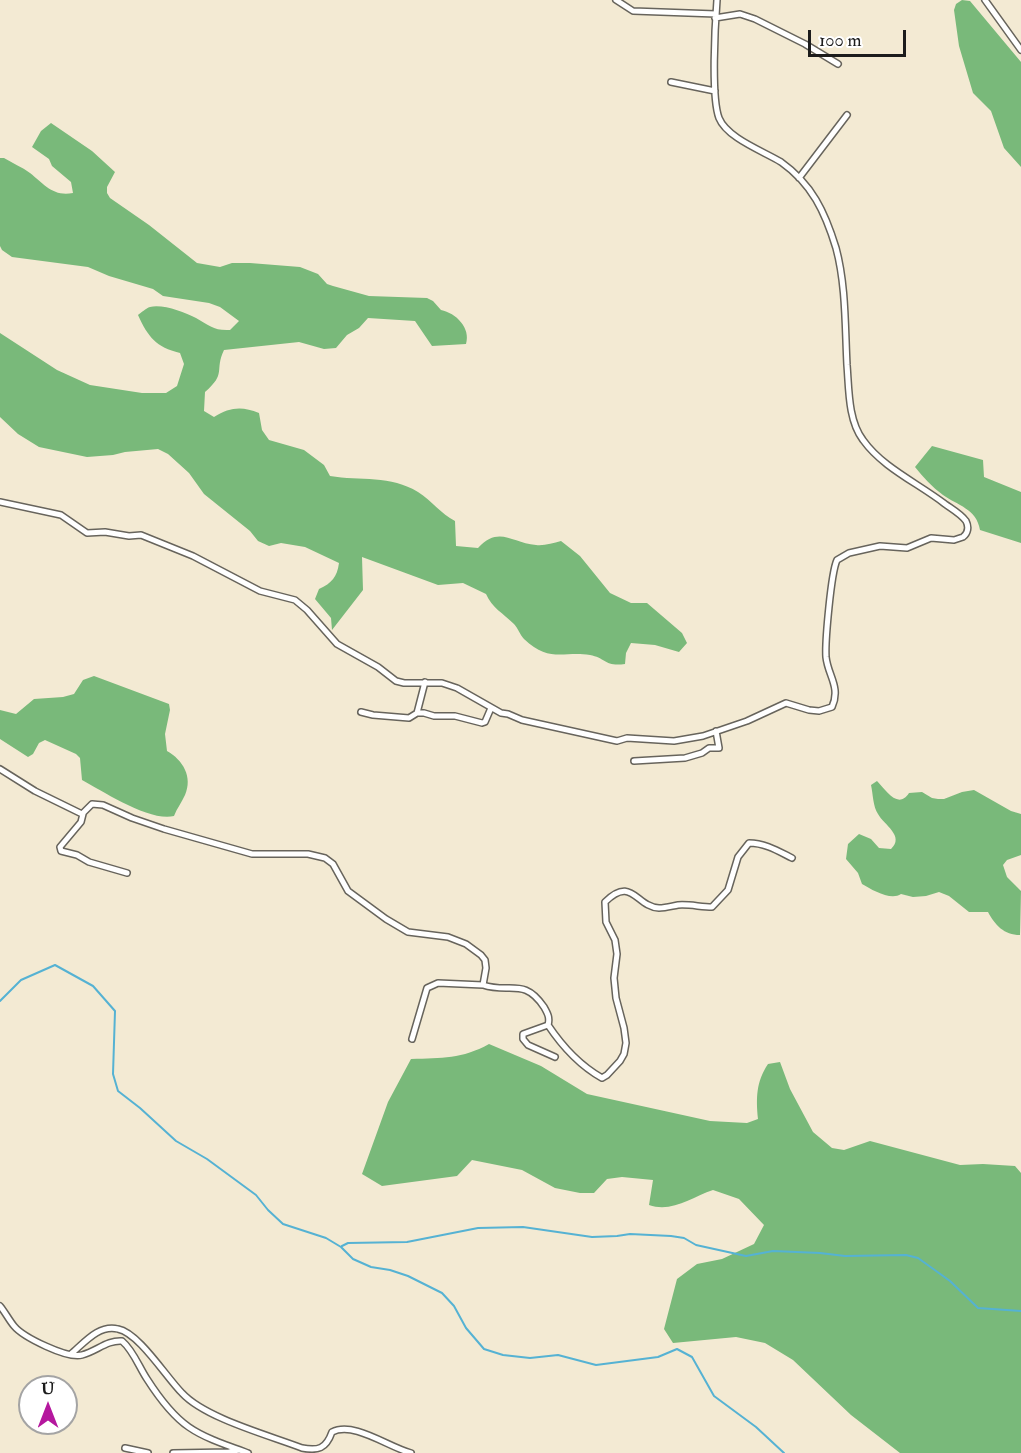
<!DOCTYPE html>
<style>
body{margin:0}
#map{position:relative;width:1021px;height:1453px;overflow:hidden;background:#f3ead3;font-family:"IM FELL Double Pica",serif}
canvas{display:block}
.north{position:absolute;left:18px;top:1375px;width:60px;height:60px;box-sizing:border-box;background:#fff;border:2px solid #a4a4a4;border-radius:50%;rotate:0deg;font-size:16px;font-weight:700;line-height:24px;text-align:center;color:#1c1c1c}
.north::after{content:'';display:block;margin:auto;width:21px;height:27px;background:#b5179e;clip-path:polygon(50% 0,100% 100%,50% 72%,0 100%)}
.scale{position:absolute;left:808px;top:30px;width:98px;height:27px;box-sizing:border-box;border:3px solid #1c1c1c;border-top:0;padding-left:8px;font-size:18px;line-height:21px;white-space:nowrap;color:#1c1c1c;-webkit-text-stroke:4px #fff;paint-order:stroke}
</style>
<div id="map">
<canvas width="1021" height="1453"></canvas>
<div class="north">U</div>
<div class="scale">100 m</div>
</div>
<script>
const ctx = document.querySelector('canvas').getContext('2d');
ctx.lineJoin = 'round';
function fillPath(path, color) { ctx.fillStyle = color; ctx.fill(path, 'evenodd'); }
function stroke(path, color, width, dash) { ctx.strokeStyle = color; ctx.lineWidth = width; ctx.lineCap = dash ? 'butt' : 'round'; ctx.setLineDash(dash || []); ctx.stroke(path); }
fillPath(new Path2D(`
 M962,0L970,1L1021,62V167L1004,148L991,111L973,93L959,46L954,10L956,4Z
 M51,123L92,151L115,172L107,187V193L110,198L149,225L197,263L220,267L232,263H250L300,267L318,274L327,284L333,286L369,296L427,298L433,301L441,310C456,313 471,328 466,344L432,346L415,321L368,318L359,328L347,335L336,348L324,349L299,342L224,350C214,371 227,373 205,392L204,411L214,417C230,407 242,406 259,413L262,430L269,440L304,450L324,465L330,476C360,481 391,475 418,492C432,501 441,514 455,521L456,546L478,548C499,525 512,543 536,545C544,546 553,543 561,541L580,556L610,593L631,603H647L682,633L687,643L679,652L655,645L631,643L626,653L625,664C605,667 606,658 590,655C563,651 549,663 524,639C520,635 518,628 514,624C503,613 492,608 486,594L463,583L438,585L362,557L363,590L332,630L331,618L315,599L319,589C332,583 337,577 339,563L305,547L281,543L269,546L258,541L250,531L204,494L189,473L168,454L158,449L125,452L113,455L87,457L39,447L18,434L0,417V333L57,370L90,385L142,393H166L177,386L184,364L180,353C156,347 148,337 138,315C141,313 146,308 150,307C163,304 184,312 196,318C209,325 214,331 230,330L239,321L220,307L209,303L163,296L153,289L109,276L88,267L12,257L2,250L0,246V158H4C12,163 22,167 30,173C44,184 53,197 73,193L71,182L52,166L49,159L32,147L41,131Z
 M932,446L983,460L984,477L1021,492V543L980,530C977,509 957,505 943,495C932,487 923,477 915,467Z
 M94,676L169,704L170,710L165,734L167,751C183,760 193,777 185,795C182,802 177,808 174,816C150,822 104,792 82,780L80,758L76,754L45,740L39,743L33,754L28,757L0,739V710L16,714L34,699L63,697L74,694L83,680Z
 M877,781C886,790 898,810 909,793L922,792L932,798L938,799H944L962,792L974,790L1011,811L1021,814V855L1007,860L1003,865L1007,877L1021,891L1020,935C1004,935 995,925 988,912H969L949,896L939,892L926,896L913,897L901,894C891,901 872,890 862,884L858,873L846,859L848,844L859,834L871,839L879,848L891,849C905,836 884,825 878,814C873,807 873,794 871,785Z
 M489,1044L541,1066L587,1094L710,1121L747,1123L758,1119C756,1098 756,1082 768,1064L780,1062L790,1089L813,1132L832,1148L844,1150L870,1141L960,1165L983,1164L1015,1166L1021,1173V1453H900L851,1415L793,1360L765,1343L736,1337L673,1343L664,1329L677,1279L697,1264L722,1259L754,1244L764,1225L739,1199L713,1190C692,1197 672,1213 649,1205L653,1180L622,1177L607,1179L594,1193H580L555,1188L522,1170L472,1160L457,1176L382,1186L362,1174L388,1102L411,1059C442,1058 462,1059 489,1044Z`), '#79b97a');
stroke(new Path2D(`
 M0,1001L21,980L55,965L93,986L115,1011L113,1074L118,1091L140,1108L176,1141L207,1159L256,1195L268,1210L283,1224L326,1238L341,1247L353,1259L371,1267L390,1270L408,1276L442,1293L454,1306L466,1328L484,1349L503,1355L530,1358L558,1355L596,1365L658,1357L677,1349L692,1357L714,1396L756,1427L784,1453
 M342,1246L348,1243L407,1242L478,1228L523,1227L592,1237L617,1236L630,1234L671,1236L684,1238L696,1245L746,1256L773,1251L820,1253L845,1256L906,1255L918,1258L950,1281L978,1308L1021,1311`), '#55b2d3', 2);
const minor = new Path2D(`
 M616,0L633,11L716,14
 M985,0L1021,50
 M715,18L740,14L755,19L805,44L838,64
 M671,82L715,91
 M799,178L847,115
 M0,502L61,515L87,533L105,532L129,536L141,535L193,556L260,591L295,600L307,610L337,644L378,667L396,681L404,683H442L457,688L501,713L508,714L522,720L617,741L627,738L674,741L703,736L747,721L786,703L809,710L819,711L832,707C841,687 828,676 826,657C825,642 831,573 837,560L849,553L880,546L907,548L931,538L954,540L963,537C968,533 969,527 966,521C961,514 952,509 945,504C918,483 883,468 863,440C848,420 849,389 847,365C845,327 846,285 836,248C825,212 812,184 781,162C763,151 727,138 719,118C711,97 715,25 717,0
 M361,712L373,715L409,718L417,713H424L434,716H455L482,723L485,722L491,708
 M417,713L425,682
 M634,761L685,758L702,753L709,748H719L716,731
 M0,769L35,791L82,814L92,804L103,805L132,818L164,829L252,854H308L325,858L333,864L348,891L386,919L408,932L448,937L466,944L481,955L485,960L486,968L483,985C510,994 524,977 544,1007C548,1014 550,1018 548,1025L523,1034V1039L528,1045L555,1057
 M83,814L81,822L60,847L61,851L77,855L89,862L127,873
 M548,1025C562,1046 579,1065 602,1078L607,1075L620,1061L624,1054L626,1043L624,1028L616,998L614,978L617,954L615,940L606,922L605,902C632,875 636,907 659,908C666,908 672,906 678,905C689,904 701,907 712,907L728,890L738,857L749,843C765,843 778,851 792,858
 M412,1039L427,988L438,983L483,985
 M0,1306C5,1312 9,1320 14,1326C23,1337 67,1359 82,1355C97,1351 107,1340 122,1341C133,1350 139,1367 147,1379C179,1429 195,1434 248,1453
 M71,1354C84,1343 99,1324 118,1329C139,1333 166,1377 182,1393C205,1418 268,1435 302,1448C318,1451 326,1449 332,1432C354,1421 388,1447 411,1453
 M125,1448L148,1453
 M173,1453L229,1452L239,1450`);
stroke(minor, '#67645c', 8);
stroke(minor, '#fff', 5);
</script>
--*--
● Task goal
For each line in the entries that holds "canvas", return that line.

● Response below
canvas{display:block}
<canvas width="1021" height="1453"></canvas>
const ctx = document.querySelector('canvas').getContext('2d');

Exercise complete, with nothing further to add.